Re: [PATCH 1/3] kexec: Prevent removal of memory in use by a loaded kexec image

James Morse <james.morse@xxxxxxx> · Mon, 30 Mar 2020 14:00:47 +0100

Hi David,

On 3/27/20 6:52 PM, David Hildenbrand wrote:
>>> 2. You do the kexec. The kexec kernel will only operate on a reserved
>>> memory region (reserved via e.g., kernel cmdline crashkernel=128M).
>>
>> I think you are merging the kexec and kdump behaviours.
>> (Wrong terminology? The things behind 'kexec -l Image' and 'kexec -p Image')
> 
> Oh, I see - I think your example below clarifies things. Something like
> that should go in the cover letter if we end up in this patch being
> required :)

Do you mean the commit message? I think its far too long...

Adding a sentence about the way kexec load works may help, the first paragraph
would read:

| Kexec allows user-space to specify the address that the kexec image should be
| loaded to. Because this memory may be in use, an image loaded for kexec is not
| stored in place, instead its segments are scattered through memory, and are
| re-assembled when needed.
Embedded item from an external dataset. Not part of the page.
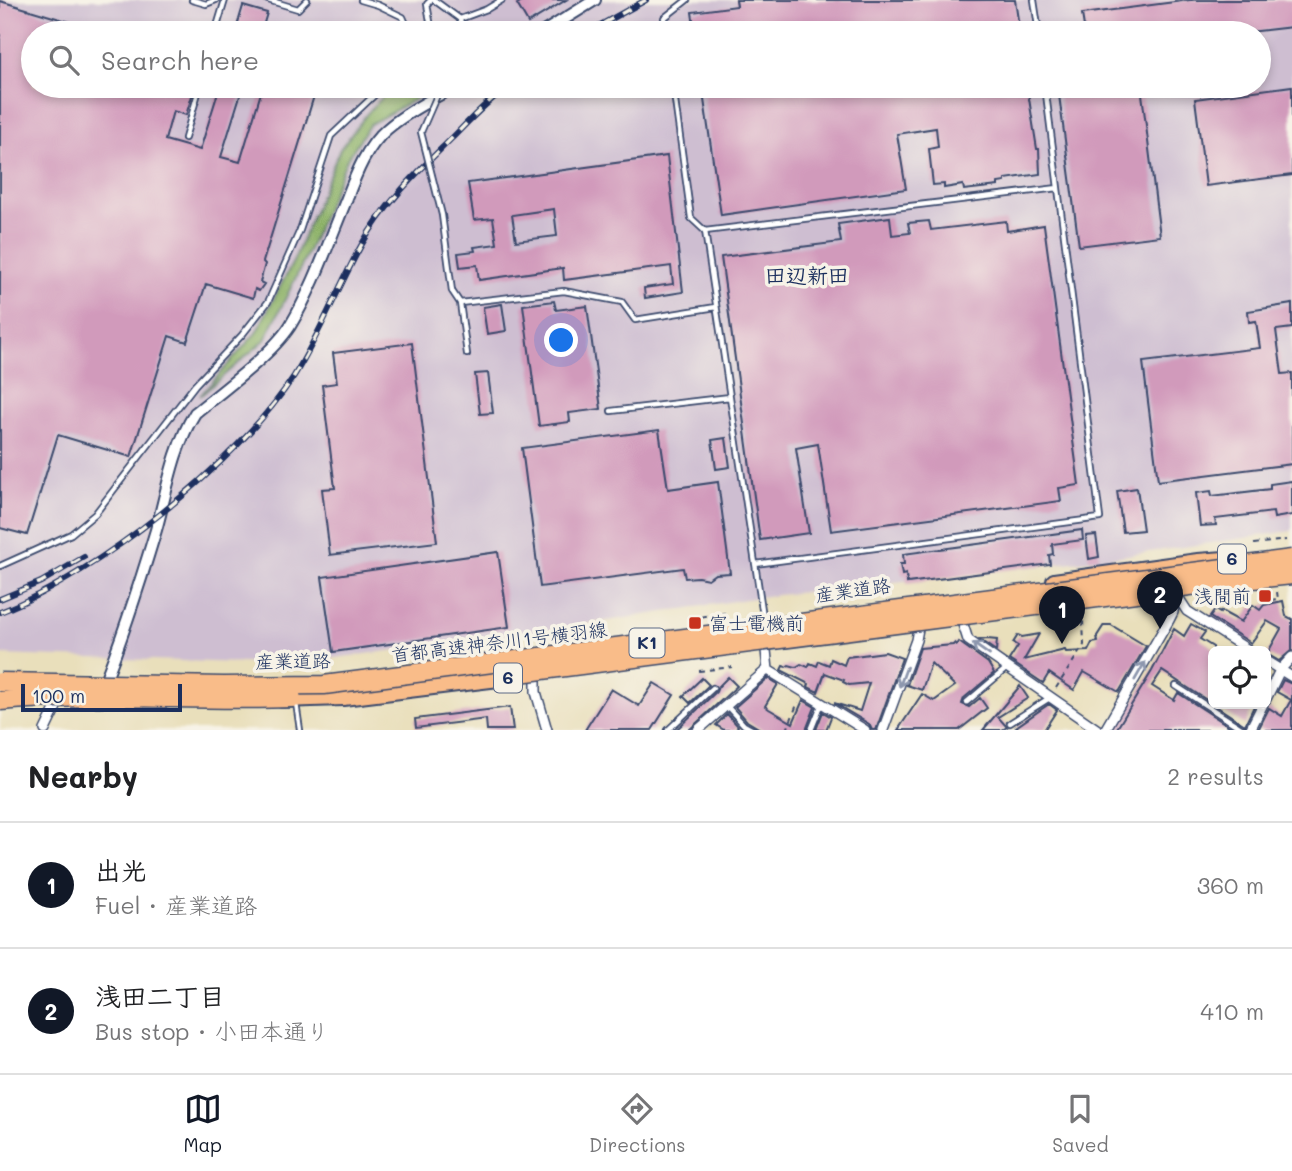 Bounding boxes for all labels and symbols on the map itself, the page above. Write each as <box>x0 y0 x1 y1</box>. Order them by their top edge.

In the meantime, the target memory may have been
| removed.

Do you think thats clearer?

> (I missed that the problematic part is "random" addresses passed by user
> space to the kernel, where it wants data to be loaded to on kexec -e)

[...]

>> Load kexec:
>> | root@vm:/sys/devices/system/memory# kexec -l /root/bzImage --reuse-cmdline
>>
> 
> I assume this will trigger
> 
> kexec_load -> do_kexec_load -> kimage_load_segment ->
> kimage_load_normal_segment -> kimage_alloc_page -> kimage_alloc_pages
> 
> Which will just allocate a bunch of pages and mark them reserved.
> 
> Now, AFAIKs, all allocations will be unmovable. So none of the kexec
> segment allocations will actually end up on your DIMM (as it is onlined
> online_movable).
> 
> So, the loaded image (with its segments) from user won't be problematic
> and not get placed on your DIMM.
> 
> 
> Now, the problematic part is (via man kexec_load) "mem and memsz specify
> a physical address range that is the target of the copy."
> 
> So the place where the image will be "assembled" at when doing the
> reboot. Understood :)

Yup.

[...]

> I wonder if we should instead make the "kexec -e" fail. It tries to
> touch random system memory.

Heh, isn't touching random system memory what kexec does?!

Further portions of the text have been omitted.